START RECORDS FOR THE EXERCISE

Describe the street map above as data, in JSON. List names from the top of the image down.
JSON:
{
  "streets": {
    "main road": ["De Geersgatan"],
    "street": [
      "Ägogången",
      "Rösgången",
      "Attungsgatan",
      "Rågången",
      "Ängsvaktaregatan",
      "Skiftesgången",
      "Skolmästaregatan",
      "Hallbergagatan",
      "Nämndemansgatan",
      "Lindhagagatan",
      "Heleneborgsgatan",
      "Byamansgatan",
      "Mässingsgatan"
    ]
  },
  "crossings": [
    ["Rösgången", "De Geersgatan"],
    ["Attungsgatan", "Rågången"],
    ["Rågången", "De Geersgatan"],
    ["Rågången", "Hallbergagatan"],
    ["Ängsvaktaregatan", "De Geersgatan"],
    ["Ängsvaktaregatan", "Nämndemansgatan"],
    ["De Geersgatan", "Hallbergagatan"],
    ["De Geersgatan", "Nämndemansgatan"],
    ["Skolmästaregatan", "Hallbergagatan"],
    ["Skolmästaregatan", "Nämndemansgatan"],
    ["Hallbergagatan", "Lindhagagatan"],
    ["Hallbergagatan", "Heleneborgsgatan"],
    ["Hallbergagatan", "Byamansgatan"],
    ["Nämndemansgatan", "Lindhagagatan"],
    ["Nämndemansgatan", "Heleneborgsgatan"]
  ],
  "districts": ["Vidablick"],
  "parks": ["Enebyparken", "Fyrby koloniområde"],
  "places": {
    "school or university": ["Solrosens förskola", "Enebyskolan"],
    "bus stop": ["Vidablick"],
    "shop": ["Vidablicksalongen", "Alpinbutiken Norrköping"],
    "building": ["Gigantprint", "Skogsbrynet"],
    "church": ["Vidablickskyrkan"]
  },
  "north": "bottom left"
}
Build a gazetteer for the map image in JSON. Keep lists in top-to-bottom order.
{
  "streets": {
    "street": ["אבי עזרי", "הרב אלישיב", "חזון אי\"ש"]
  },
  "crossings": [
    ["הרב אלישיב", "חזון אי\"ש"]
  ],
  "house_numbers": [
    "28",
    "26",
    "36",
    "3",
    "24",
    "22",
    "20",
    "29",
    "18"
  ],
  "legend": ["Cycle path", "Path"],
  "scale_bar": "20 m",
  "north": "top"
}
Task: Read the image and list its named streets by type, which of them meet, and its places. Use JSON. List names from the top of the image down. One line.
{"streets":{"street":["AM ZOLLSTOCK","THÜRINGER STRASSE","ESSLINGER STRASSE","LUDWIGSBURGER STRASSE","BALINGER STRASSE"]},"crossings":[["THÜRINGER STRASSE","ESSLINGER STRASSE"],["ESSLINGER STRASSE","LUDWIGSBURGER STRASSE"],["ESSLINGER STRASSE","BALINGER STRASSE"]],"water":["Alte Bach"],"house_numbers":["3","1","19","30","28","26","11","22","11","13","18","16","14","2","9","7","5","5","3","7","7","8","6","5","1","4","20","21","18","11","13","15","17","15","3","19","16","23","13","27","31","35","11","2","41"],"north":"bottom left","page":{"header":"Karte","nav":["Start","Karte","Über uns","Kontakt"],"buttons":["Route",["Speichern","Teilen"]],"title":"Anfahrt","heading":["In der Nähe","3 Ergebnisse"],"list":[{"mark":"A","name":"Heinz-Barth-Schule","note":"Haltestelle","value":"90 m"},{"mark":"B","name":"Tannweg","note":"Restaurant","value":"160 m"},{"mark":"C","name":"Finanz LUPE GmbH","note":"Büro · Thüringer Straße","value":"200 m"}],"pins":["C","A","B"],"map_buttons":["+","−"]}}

END RECORDS FOR THE EXERCISE

■ PROBLEM STATEMENT ■
Copy the entries above exactly, leaving none out.

■ RESPONSE TO THE EXERCISE ■
Describe the street map above as data, in JSON. List names from the top of the image down.
JSON:
{
  "streets": {
    "main road": ["De Geersgatan"],
    "street": [
      "Ägogången",
      "Rösgången",
      "Attungsgatan",
      "Rågången",
      "Ängsvaktaregatan",
      "Skiftesgången",
      "Skolmästaregatan",
      "Hallbergagatan",
      "Nämndemansgatan",
      "Lindhagagatan",
      "Heleneborgsgatan",
      "Byamansgatan",
      "Mässingsgatan"
    ]
  },
  "crossings": [
    ["Rösgången", "De Geersgatan"],
    ["Attungsgatan", "Rågången"],
    ["Rågången", "De Geersgatan"],
    ["Rågången", "Hallbergagatan"],
    ["Ängsvaktaregatan", "De Geersgatan"],
    ["Ängsvaktaregatan", "Nämndemansgatan"],
    ["De Geersgatan", "Hallbergagatan"],
    ["De Geersgatan", "Nämndemansgatan"],
    ["Skolmästaregatan", "Hallbergagatan"],
    ["Skolmästaregatan", "Nämndemansgatan"],
    ["Hallbergagatan", "Lindhagagatan"],
    ["Hallbergagatan", "Heleneborgsgatan"],
    ["Hallbergagatan", "Byamansgatan"],
    ["Nämndemansgatan", "Lindhagagatan"],
    ["Nämndemansgatan", "Heleneborgsgatan"]
  ],
  "districts": ["Vidablick"],
  "parks": ["Enebyparken", "Fyrby koloniområde"],
  "places": {
    "school or university": ["Solrosens förskola", "Enebyskolan"],
    "bus stop": ["Vidablick"],
    "shop": ["Vidablicksalongen", "Alpinbutiken Norrköping"],
    "building": ["Gigantprint", "Skogsbrynet"],
    "church": ["Vidablickskyrkan"]
  },
  "north": "bottom left"
}
Build a gazetteer for the map image in JSON. Keep lists in top-to-bottom order.
{
  "streets": {
    "street": ["אבי עזרי", "הרב אלישיב", "חזון אי\"ש"]
  },
  "crossings": [
    ["הרב אלישיב", "חזון אי\"ש"]
  ],
  "house_numbers": [
    "28",
    "26",
    "36",
    "3",
    "24",
    "22",
    "20",
    "29",
    "18"
  ],
  "legend": ["Cycle path", "Path"],
  "scale_bar": "20 m",
  "north": "top"
}
Task: Read the image and list its named streets by type, which of them meet, and its places. Use JSON. List names from the top of the image down. One line.
{"streets":{"street":["AM ZOLLSTOCK","THÜRINGER STRASSE","ESSLINGER STRASSE","LUDWIGSBURGER STRASSE","BALINGER STRASSE"]},"crossings":[["THÜRINGER STRASSE","ESSLINGER STRASSE"],["ESSLINGER STRASSE","LUDWIGSBURGER STRASSE"],["ESSLINGER STRASSE","BALINGER STRASSE"]],"water":["Alte Bach"],"house_numbers":["3","1","19","30","28","26","11","22","11","13","18","16","14","2","9","7","5","5","3","7","7","8","6","5","1","4","20","21","18","11","13","15","17","15","3","19","16","23","13","27","31","35","11","2","41"],"north":"bottom left","page":{"header":"Karte","nav":["Start","Karte","Über uns","Kontakt"],"buttons":["Route",["Speichern","Teilen"]],"title":"Anfahrt","heading":["In der Nähe","3 Ergebnisse"],"list":[{"mark":"A","name":"Heinz-Barth-Schule","note":"Haltestelle","value":"90 m"},{"mark":"B","name":"Tannweg","note":"Restaurant","value":"160 m"},{"mark":"C","name":"Finanz LUPE GmbH","note":"Büro · Thüringer Straße","value":"200 m"}],"pins":["C","A","B"],"map_buttons":["+","−"]}}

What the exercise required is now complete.